[Start of section]

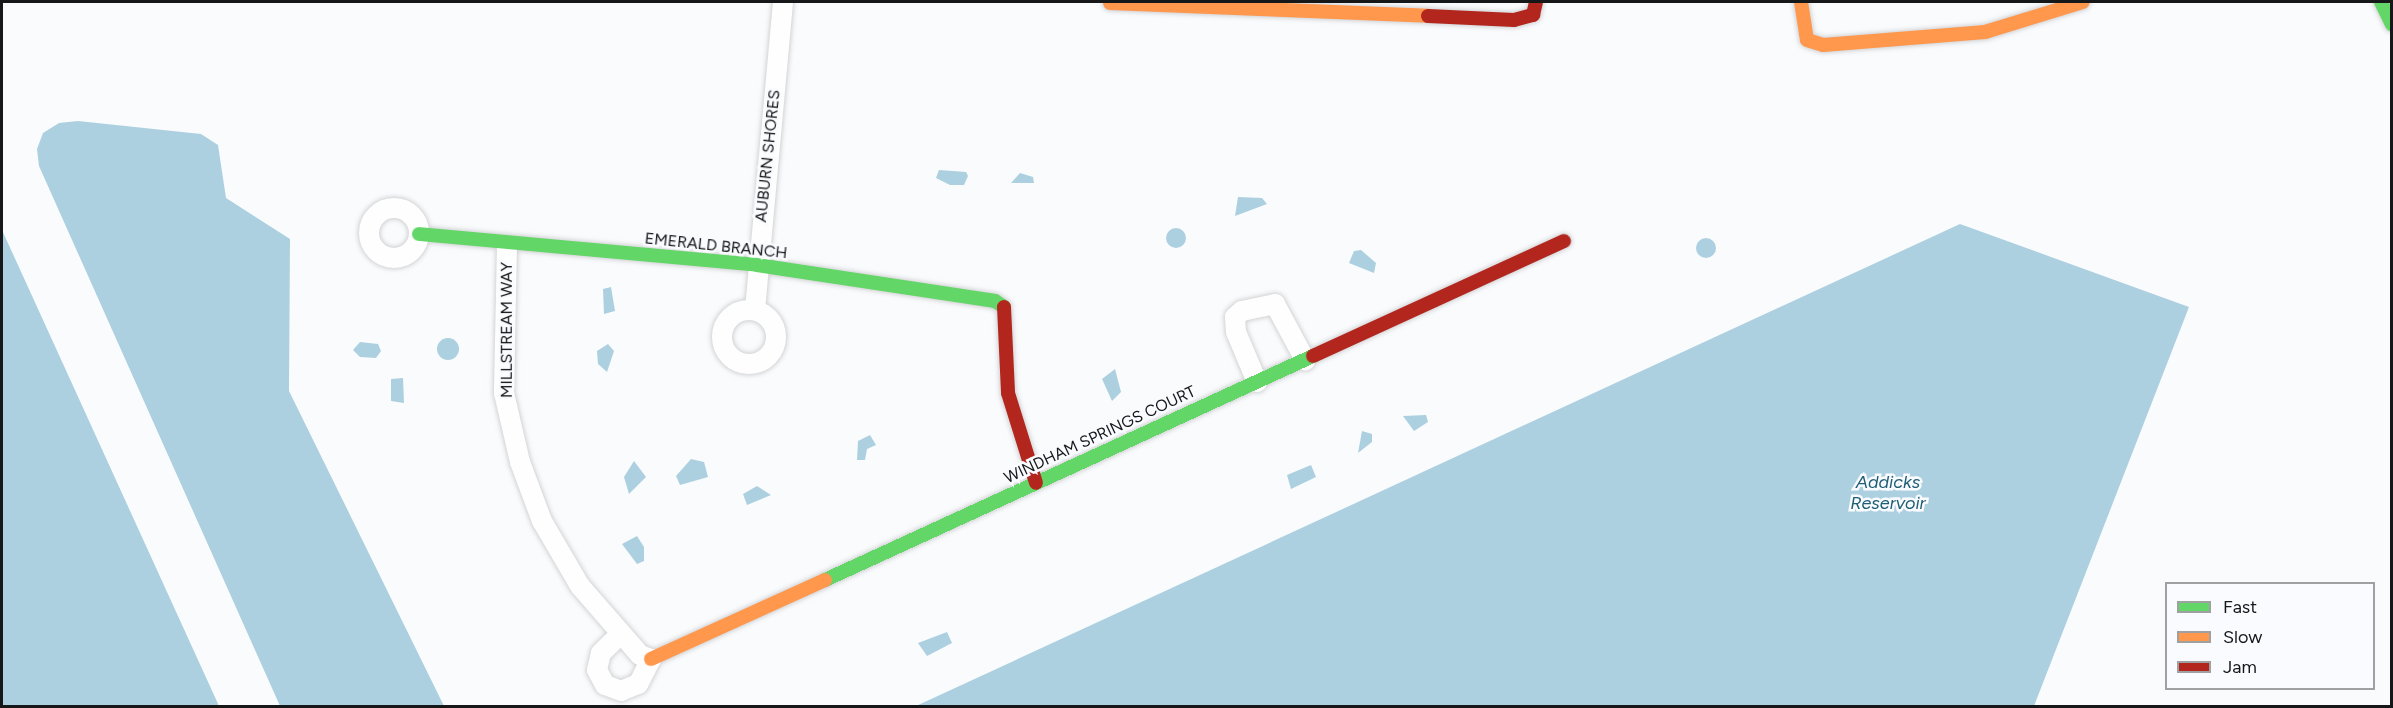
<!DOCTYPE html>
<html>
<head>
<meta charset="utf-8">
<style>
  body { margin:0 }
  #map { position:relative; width:2393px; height:708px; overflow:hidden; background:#fafbfd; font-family:Figtree,sans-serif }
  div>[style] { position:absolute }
  .water>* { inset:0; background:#acd0e0 }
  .round { border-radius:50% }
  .roads { filter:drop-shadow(0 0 2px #d3d4d6) drop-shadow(0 0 2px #d3d4d6) }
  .street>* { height:20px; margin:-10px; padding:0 10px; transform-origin:10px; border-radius:10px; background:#fefeff }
  .street>.ring { margin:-10px; padding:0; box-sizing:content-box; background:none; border:20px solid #fefeff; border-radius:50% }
  .fast>* { height:14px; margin:-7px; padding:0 7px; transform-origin:7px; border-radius:7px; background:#63d668 }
  .slow>* { height:14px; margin:-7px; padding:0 7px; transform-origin:7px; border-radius:7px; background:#ff974d }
  .jam>* { height:14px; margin:-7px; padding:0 7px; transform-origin:7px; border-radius:7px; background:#b3261e }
  span { translate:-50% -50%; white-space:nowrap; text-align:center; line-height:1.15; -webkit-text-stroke:5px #f9fbfe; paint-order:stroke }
  .street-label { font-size:16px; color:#161719 }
  .water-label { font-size:18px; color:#1e5e75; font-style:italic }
  .frame { position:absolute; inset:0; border:3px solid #161719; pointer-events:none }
  .legend { position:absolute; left:2165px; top:582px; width:210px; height:108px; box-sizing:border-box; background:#f9fbfe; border:2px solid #9ea0a2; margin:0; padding:8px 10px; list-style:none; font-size:18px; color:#161719 }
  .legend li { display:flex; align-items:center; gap:12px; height:30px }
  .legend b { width:30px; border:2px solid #9ea0a2 }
</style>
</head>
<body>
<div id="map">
  <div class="water">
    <i style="clip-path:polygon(78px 121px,201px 134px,218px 145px,226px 198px,290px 239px,289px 391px,444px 706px,280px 706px,39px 166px,37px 149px,43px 133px,59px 123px)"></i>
    <i style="clip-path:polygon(939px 170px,966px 172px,968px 176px,964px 185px,950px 185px,936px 178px)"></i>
    <i style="clip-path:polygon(1020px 173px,1033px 177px,1034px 183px,1011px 183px)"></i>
    <i style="clip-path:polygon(1238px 197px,1262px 198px,1267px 204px,1235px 216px)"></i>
    <i style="clip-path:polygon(1960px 224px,2189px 307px,2034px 706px,916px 706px)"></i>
    <i class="round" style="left:1166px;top:228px;width:20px;height:20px"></i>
    <i style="clip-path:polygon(2px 230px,219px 706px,2px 706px)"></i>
    <i class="round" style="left:1696px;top:238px;width:20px;height:20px"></i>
    <i style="clip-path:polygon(1361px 250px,1376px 263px,1374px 273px,1349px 263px,1354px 251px)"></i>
    <i style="clip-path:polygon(611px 287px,615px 311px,604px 314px,603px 289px)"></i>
    <i class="round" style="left:437px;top:338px;width:22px;height:22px"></i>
    <i style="clip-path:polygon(360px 342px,378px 344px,381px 351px,376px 358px,360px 357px,353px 350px)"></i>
    <i style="clip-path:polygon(608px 344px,614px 351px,607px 372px,598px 364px,597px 351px)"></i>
    <i style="clip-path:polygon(1115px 369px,1121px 392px,1112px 401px,1102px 379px)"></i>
    <i style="clip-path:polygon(403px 378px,404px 403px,391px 401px,391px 379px)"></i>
    <i style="clip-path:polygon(1426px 415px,1428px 422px,1414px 431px,1403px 416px)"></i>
    <i style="clip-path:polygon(1362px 431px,1372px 434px,1372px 442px,1358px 453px)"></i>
    <i style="clip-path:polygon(870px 435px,876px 445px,867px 449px,865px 460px,857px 460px,858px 441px)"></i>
    <i style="clip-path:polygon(691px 459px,704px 462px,708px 477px,680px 485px,676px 476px)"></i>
    <i style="clip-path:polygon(634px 461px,646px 477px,629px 494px,624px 477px)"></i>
    <i style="clip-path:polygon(1311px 465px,1316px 477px,1291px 489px,1287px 475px)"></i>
    <i style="clip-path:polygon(757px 486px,771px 495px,747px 505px,743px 494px)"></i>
    <i style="clip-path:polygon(637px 536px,644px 547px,644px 561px,637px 564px,622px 544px)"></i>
    <i style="clip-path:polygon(947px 632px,952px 643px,927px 656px,918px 643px)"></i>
  </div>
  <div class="roads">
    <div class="street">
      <i class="ring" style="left:369px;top:208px;width:30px;height:30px"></i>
      <i style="left:507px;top:246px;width:147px;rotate:91.2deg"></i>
      <i style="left:504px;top:393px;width:71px;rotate:76.9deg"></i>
      <i style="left:520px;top:462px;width:63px;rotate:69.6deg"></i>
      <i style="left:542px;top:521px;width:75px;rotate:59.7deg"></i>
      <i style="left:580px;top:586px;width:91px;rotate:49deg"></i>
      <i style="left:640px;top:655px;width:12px;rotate:20deg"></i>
      <i style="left:651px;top:659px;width:28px;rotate:117deg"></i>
      <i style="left:638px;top:684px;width:18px;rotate:158deg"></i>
      <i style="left:621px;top:691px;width:17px;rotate:-159deg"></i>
      <i style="left:605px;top:685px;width:17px;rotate:-118deg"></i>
      <i style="left:597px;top:670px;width:17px;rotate:-77deg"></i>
      <i style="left:601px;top:653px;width:28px;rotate:-44deg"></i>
      <i class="ring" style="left:722px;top:310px;width:34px;height:34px"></i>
      <i style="left:755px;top:310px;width:309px;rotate:-84.8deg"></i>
      <i style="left:1257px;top:382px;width:54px;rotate:-112.8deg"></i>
      <i style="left:1236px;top:332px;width:15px;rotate:-94deg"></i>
      <i style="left:1235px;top:317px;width:9px;rotate:-41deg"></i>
      <i style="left:1242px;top:311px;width:34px;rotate:-12deg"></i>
      <i style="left:1275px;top:304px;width:64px;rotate:61.8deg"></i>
    </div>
    <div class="fast">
      <i style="left:2381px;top:2px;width:25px;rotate:64deg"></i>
      <i style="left:419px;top:234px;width:339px;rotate:5.2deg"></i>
      <i style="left:757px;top:265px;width:241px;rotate:8.6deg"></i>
      <i style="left:995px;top:301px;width:11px;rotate:34deg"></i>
      <i style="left:825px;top:580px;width:537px;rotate:-24.66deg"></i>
    </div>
    <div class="slow">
      <i style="left:1801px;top:2px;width:38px;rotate:81deg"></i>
      <i style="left:1807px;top:40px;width:17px;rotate:17deg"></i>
      <i style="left:1823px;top:45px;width:163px;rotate:-4.6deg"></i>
      <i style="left:1985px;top:32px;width:102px;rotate:-17deg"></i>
      <i style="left:1110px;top:3px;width:318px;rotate:2.3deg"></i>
      <i style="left:651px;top:659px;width:191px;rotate:-24.4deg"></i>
    </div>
    <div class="jam">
      <i style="left:1428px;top:16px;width:86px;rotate:2.7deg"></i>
      <i style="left:1514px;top:20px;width:20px;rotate:-15deg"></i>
      <i style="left:1533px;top:15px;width:13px;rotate:-77deg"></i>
      <i style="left:1004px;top:307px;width:86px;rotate:87.3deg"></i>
      <i style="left:1008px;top:393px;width:94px;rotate:72.7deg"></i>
      <i style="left:1313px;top:356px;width:276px;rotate:-24.6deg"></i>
    </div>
  </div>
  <div class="street-label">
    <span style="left:768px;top:156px;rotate:-84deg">AUBURN SHORES</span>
    <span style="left:716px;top:246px;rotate:6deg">EMERALD BRANCH</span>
    <span style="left:507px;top:330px;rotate:-90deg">MILLSTREAM WAY</span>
    <span style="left:1100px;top:435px;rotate:-25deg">WINDHAM SPRINGS COURT</span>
  </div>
  <div class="water-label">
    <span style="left:1888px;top:493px">Addicks<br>Reservoir</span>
  </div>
  <div class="frame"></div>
  <ul class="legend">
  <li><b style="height:8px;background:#63d668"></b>Fast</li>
  <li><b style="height:8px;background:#ff974d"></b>Slow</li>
  <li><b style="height:8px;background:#b3261e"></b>Jam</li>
  </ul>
</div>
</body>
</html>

[End of section]

## The problem
From the first line through the line with "filter:drop-shadow(0 0 2px", output those lines of the entries above exactly, and nothing else, with the pictures left out.

## Answer to the problem
<!DOCTYPE html>
<html>
<head>
<meta charset="utf-8">
<style>
  body { margin:0 }
  #map { position:relative; width:2393px; height:708px; overflow:hidden; background:#fafbfd; font-family:Figtree,sans-serif }
  div>[style] { position:absolute }
  .water>* { inset:0; background:#acd0e0 }
  .round { border-radius:50% }
  .roads { filter:drop-shadow(0 0 2px #d3d4d6) drop-shadow(0 0 2px #d3d4d6) }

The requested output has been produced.